I wonder if Jesus, assuming he really existed, meant for all the special days he celebrated to get turned into something else. I can understand why his apostles might have forgotten about Passover, given that he died the day after and then came back to life. But apparently they were still counting the omer 49 days after Passover, because there they were celebrating Shavuot when those tongues of fire appeared over their heads and all of a sudden it was Pentecost.

I’m not sure I get it. If they’d really seen Jesus along with his body going up into the sky, why were they celebrating the giving of the Torah just ten days later? And what happened the next year? Did they finally stop counting?

Patriots’ Day

It’s okay that the dates of Easter and Passover float around, since nobody knows when (or if) they really happened. But although three-day weekends are great, it just doesn’t seem right to me that Martin Luther King Jr. and George Washington always have to be born on a Monday; and that the Battles of Lexington and Concord, fought after the switch to the Gregorian calendar (so they really did happen on April 19), now get celebrated (albeit with the exciting Boston Marathon, which people probably need a weekend to get ready for) on a different day.

But we should all look up to Massachusetts – after all, they’ve led the way on marriage equality and universal health care.

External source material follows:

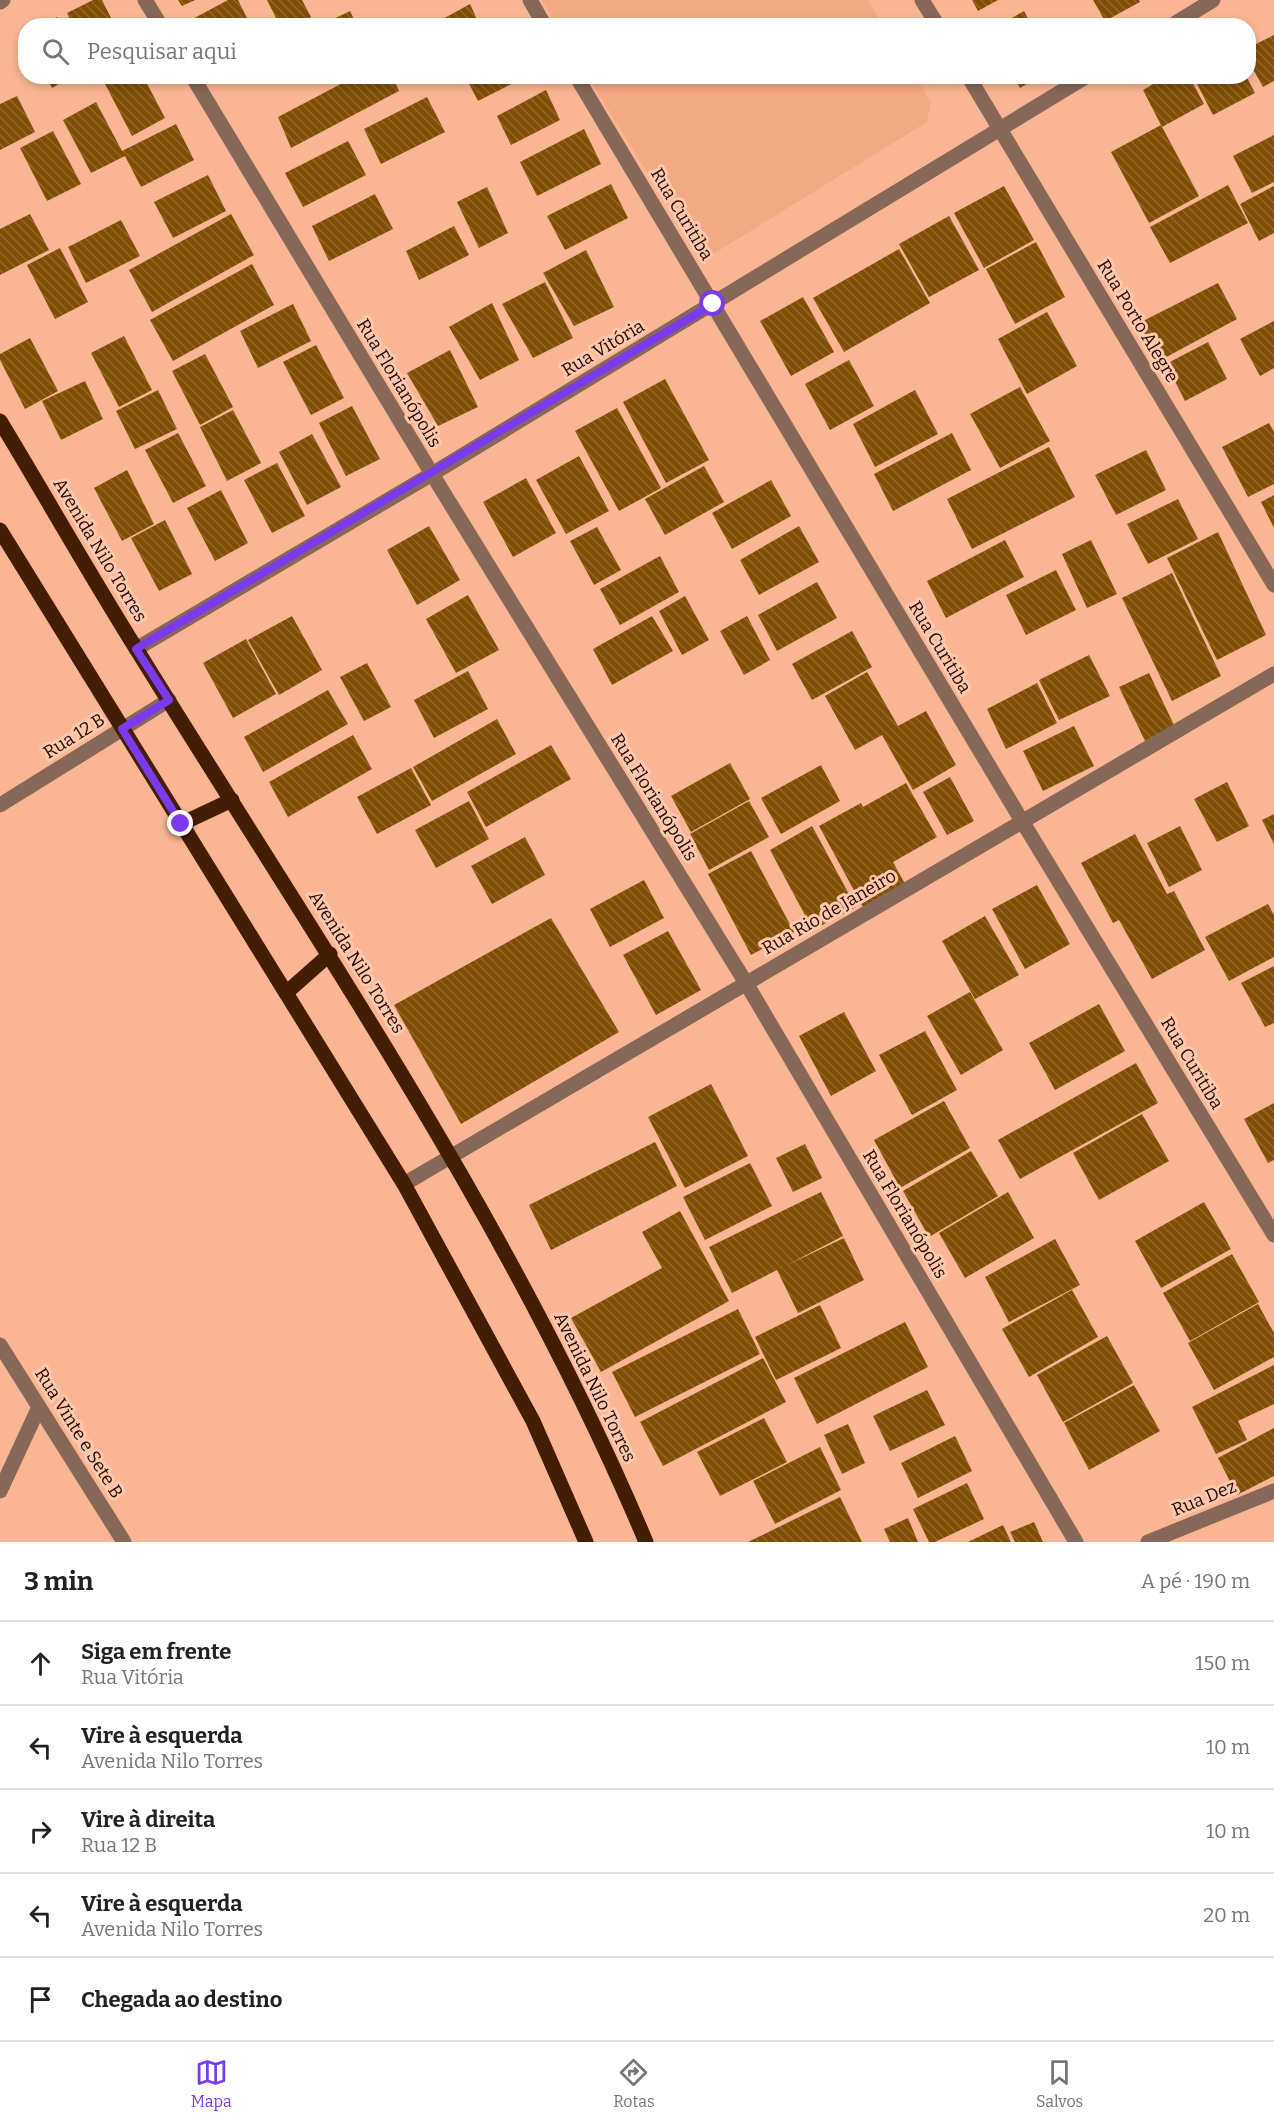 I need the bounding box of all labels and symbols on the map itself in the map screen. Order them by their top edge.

So I say they deserve their own holiday, even though they moved it to a Monday.

Passover

“The abolition of profane time and the individual’s projection into mythical time do not occur, of course, except at essential periods – those, that is,
when the individual is truly himself: on the occasion of rituals. . . The rest of his life is passed in profane time, which is without meaning: in the state of ‘becoming.’”

This, from The Myth of the Eternal Return, by Mircea Eliade, explains why I should have been born Jewish. I love rituals.

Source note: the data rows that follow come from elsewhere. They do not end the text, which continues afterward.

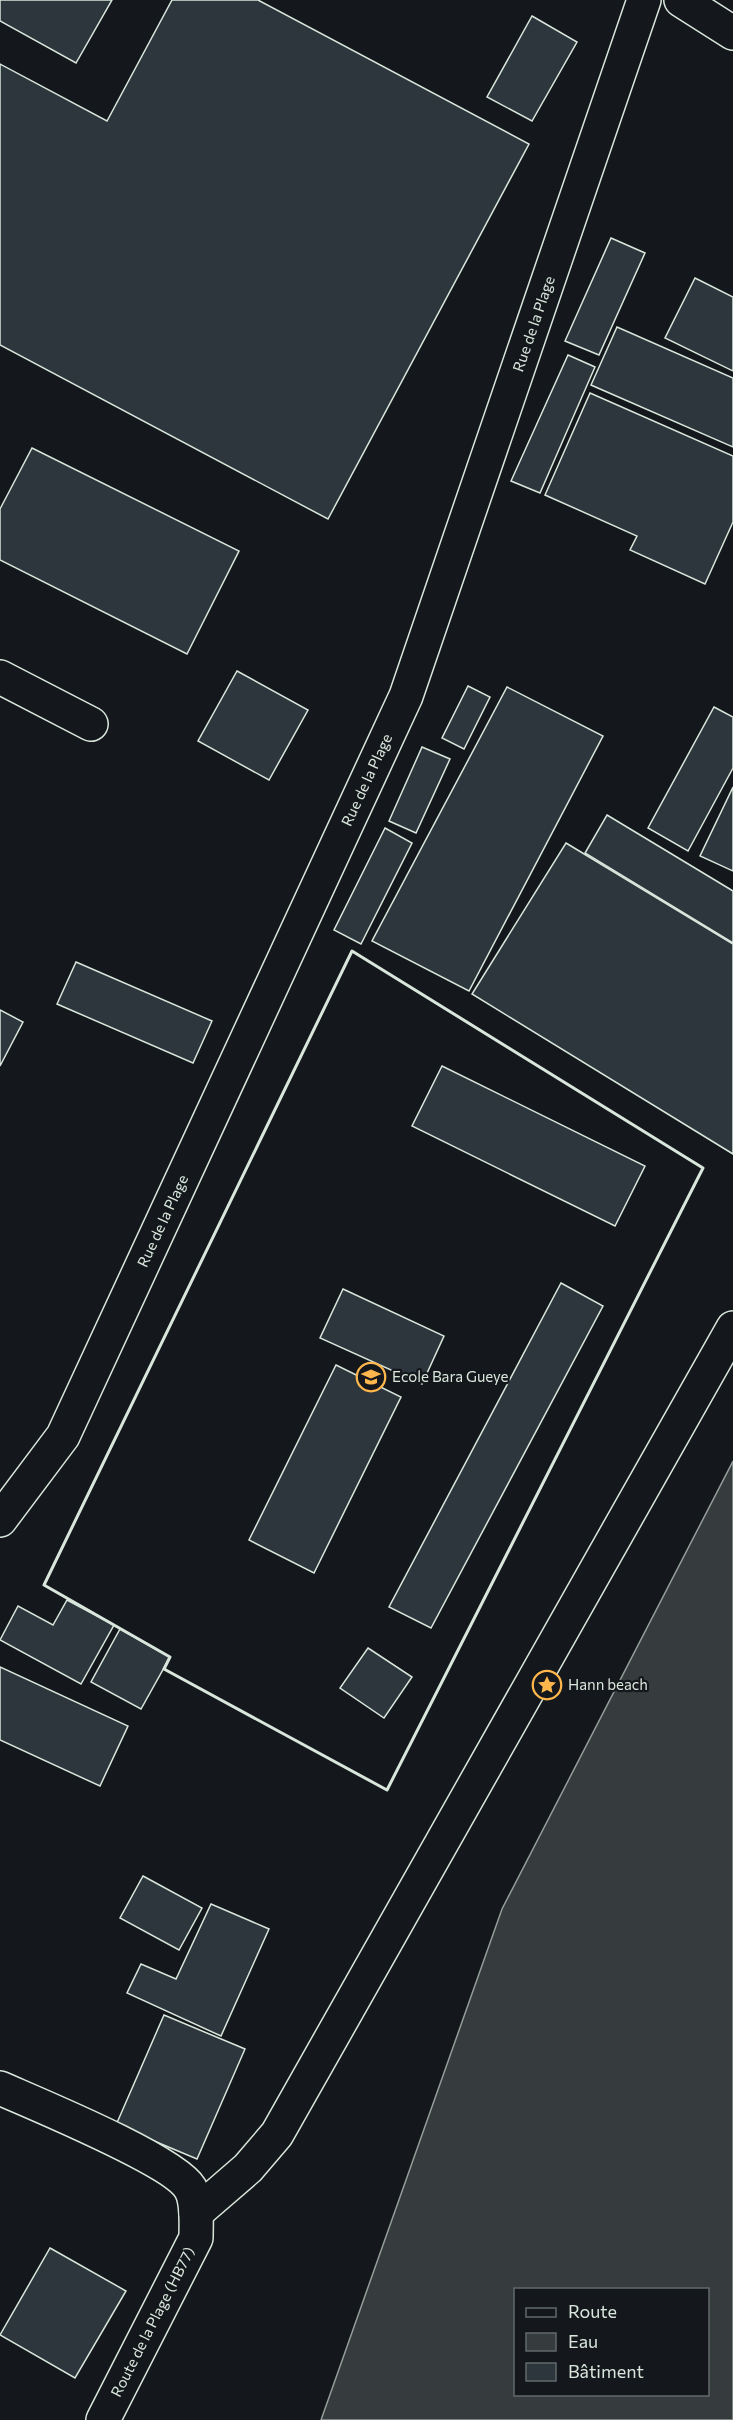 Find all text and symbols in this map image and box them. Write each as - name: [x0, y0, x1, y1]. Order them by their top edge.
- street label: Rue de la Plage: [508, 273, 558, 374]
- street label: Rue de la Plage: [337, 730, 395, 829]
- street label: Rue de la Plage: [133, 1171, 191, 1270]
- school or university icon: Ecole Bara Gueye: [355, 1361, 387, 1393]
- place label: Ecole Bara Gueye: [392, 1367, 509, 1385]
- place icon: Hann beach: [531, 1669, 563, 1701]
- place label: Hann beach: [568, 1675, 648, 1693]
- street label: Route de la Plage (HB77): [106, 2244, 198, 2400]
- legend: [514, 2288, 709, 2396]
- text: Route: [568, 2300, 617, 2322]
- text: Eau: [568, 2330, 598, 2352]
- text: Bâtiment: [568, 2360, 644, 2382]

You’d think that, growing up Catholic, I would have had my fill of ritual. But it seems like in Catholicism the priests, and sometimes the altar boys, got to do it all – raising up the host, chanting in Latin (and now it’s not even in Latin anymore), clicking out the incense. All we did was kneel and watch. Jews, on the other hand, do it themselves: building cool huts in the backyard, lighting candles one by one, and, most of all, the incredibly complicated Passover Seder.

I would have done all of it, except maybe the Q-Tip yeast-scouring yesterday and the lamb blood. Eating parsley and bitter herbs and matzo and a sandwich (not to mention a whole meal) and drinking all that wine in between; the four questions (does it have to be a child?); and, best of all, the spooky extra place setting for Elijah.

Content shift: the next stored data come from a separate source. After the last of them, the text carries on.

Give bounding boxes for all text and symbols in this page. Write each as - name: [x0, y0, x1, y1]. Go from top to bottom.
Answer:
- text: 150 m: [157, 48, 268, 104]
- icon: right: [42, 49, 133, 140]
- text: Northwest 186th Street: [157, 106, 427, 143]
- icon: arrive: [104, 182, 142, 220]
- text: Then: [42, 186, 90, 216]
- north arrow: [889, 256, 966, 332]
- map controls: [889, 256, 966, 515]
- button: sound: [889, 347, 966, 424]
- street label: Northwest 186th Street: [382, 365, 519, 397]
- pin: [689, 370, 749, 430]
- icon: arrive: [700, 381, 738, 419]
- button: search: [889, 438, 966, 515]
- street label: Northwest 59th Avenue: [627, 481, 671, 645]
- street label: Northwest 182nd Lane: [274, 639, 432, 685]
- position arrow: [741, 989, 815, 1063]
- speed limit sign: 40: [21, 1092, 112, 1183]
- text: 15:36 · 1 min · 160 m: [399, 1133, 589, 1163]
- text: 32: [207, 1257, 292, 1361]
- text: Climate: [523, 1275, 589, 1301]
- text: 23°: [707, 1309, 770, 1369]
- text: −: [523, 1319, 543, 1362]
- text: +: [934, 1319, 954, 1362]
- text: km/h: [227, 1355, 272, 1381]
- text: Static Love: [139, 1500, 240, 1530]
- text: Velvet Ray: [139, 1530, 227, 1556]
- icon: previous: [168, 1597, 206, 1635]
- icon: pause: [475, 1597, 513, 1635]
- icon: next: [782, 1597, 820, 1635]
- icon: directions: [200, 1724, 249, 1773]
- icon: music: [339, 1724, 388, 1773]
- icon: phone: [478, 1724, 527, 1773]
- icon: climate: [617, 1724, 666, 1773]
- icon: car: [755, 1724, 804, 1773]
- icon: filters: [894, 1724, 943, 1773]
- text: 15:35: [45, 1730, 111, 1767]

Why rituals? Because they take us out of ordinary, boring, quotidian time; connect us with history and our ancestors; and transport us to something special, something eternal.

Now I’m ready to count the Omer.

Birchat HaChama

On the fourth day God created the Sun and Moon. Somehow it’s possible to calculate the exact position the Sun was in at the moment God did this, and today, apparently, it’s in this exact position for the first time in 28 years. And this day coincides with the eve of Passover, the only time in all of the rest of history that this will happen.

And so it is a very busy day for observant Jews: at daybreak they’re saying a special Birchat HaChama prayer, which hasn’t been said since April 8, 1981; they’re clearing the kitchen of yeast and preparing the Seder food; and, if they’re firstborn, they’re doing it all on an empty stomach.

Happy birthday, Sun. We’ll check back again in 2037.